George P. Lakoff is falling asleep. It is a bright summer afternoon in
San Francisco, and Lakoff is nursing a latte at a small table near the
entrance of a bustling, sun-dappled cafe. "This is what happens when
you are 67," he explains sheepishly after dozing off midsentence. A
stocky man with a wide smile and a well-trimmed white beard, Lakoff
doesn't seem tired so much as beleaguered.

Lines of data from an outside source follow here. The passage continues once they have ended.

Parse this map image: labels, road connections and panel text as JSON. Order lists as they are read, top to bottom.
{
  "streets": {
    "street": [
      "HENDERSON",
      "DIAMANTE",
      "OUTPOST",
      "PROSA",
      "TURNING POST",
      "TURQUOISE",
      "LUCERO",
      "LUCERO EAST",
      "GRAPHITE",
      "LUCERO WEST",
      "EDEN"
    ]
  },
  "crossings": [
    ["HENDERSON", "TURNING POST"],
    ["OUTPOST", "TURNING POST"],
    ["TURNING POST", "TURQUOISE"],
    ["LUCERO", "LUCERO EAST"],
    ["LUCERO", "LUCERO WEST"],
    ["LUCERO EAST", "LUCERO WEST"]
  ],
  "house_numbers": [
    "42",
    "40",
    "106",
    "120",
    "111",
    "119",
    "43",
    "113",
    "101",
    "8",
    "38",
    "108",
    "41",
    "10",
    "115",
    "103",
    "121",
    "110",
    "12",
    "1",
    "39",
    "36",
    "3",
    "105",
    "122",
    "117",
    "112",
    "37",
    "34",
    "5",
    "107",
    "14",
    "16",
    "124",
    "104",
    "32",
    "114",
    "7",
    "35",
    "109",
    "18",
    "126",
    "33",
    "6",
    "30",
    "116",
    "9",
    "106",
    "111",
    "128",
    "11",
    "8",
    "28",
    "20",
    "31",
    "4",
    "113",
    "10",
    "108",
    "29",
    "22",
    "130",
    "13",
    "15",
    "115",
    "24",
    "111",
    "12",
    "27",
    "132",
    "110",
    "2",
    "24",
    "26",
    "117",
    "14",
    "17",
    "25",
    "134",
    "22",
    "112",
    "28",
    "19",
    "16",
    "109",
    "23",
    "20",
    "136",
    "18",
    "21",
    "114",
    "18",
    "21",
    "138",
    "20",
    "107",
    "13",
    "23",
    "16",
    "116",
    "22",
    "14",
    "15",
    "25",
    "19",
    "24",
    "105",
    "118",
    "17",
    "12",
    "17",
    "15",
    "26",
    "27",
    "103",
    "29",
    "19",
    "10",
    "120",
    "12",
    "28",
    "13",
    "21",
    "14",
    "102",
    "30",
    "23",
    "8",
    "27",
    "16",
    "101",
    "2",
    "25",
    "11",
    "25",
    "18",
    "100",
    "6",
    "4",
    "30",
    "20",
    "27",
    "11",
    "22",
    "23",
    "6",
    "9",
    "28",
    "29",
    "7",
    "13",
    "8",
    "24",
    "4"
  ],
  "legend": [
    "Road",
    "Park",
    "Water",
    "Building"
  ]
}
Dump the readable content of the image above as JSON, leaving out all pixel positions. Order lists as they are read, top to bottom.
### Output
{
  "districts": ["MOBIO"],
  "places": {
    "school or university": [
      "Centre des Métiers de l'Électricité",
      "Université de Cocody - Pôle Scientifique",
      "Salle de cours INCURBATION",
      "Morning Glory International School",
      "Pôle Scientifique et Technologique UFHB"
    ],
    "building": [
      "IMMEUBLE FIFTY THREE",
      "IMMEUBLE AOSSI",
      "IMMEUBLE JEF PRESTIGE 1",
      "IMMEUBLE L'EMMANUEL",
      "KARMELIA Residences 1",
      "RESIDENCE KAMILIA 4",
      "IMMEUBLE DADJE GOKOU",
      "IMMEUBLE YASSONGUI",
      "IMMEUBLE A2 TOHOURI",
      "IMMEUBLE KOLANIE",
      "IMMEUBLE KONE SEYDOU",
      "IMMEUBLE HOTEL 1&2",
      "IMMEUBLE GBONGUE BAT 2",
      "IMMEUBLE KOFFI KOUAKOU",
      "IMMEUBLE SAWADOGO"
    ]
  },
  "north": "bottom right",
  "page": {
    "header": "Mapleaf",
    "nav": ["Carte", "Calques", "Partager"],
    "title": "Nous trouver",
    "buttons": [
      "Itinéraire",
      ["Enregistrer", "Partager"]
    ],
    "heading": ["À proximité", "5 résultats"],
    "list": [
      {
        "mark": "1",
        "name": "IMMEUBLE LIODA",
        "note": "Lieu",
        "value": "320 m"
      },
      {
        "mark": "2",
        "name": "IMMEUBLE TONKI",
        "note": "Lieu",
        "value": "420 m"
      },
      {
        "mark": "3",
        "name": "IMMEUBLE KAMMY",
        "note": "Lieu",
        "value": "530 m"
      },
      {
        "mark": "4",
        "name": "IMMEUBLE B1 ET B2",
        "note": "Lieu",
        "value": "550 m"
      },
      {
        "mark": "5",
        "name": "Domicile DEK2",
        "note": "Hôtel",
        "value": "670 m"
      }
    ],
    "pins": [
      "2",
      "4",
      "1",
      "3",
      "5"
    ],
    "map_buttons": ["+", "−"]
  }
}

For years he's been at the center of some of the biggest intellectual
disagreements in linguistics (most famously with Noam Chomsky) and has
helped create an important interdisciplinary field of study, cognitive
linguistics, that is reshaping our understanding of the complex
relationship between language and thought. More recently he has been
vying for respect among people notoriously hard to persuade about
anything — politicians and their financial backers. So this summer he
has been on the road promoting his new book, The Political Mind: Why
You Can't Understand 21st-Century American Politics With an
18th-Century Brain (Viking), which argues that liberals have clung to
the false belief that people think in a conscious, logical, and
unemotional manner and that this belief has doomed Democrats' chances
with voters.

But transferring scholarly ideas into political practice can be
tricky. After a heady few years when he seemed the person Democratic
policy makers wanted on the other end of the telephone, Lakoff is
finding that what they're asking for — and are willing to put money
behind — is not always what he can provide. Lakoff's foray into
politics is a story marked by intellectual breakthroughs, the allure
of influence, and a fall from great heights. Yet his lifetime work
permeates several disciplines and continues to spur cognitive
researchers to go off in new directions.

Lakoff's impact has reached "across the social sciences and
humanities," says John A. Goldsmith, a professor of linguistics and
computer science at the University of Chicago. "He has always aimed at
a larger audience." Goldsmith is co-author of a book on the
Lakoff-Chomsky feud, Ideology and Linguistic Theory: Noam Chomsky and
the Deep Structure Debates (Routledge, 1995). Says Gilles Fauconnier,
an emeritus professor of cognitive science at the University of
California at San Diego and another founder of cognitive linguistics:
"Lakoff has shown more curiosity and more initiative than many other
social scientists or linguists of his generation in being willing to
go against the mainstream."

That tendency to go against the tide has been a feature of Lakoff's
career since the beginning. In the late 1960s, Lakoff joined company
with some of Chomsky's students and colleagues and began pushing the
noted scholar's landmark theory of generative grammar in more
expansive directions, in particular toward the study of meaning.
Chomsky maintained that linguistics methodology required that a line
be drawn between the meaning of language and the function of language
(syntax). Lakoff and his fellow dissidents, who became known as
generative semanticists, considered such a distinction arbitrary and
wrong-headed. One generative semanticist equated it to a theory of the
stomach that ignores digestion. Around the same time, Lakoff began a
career-long habit of making incursions into other fields — philosophy
and psychology in particular — and incorporating some of those
findings into his linguistics scholarship.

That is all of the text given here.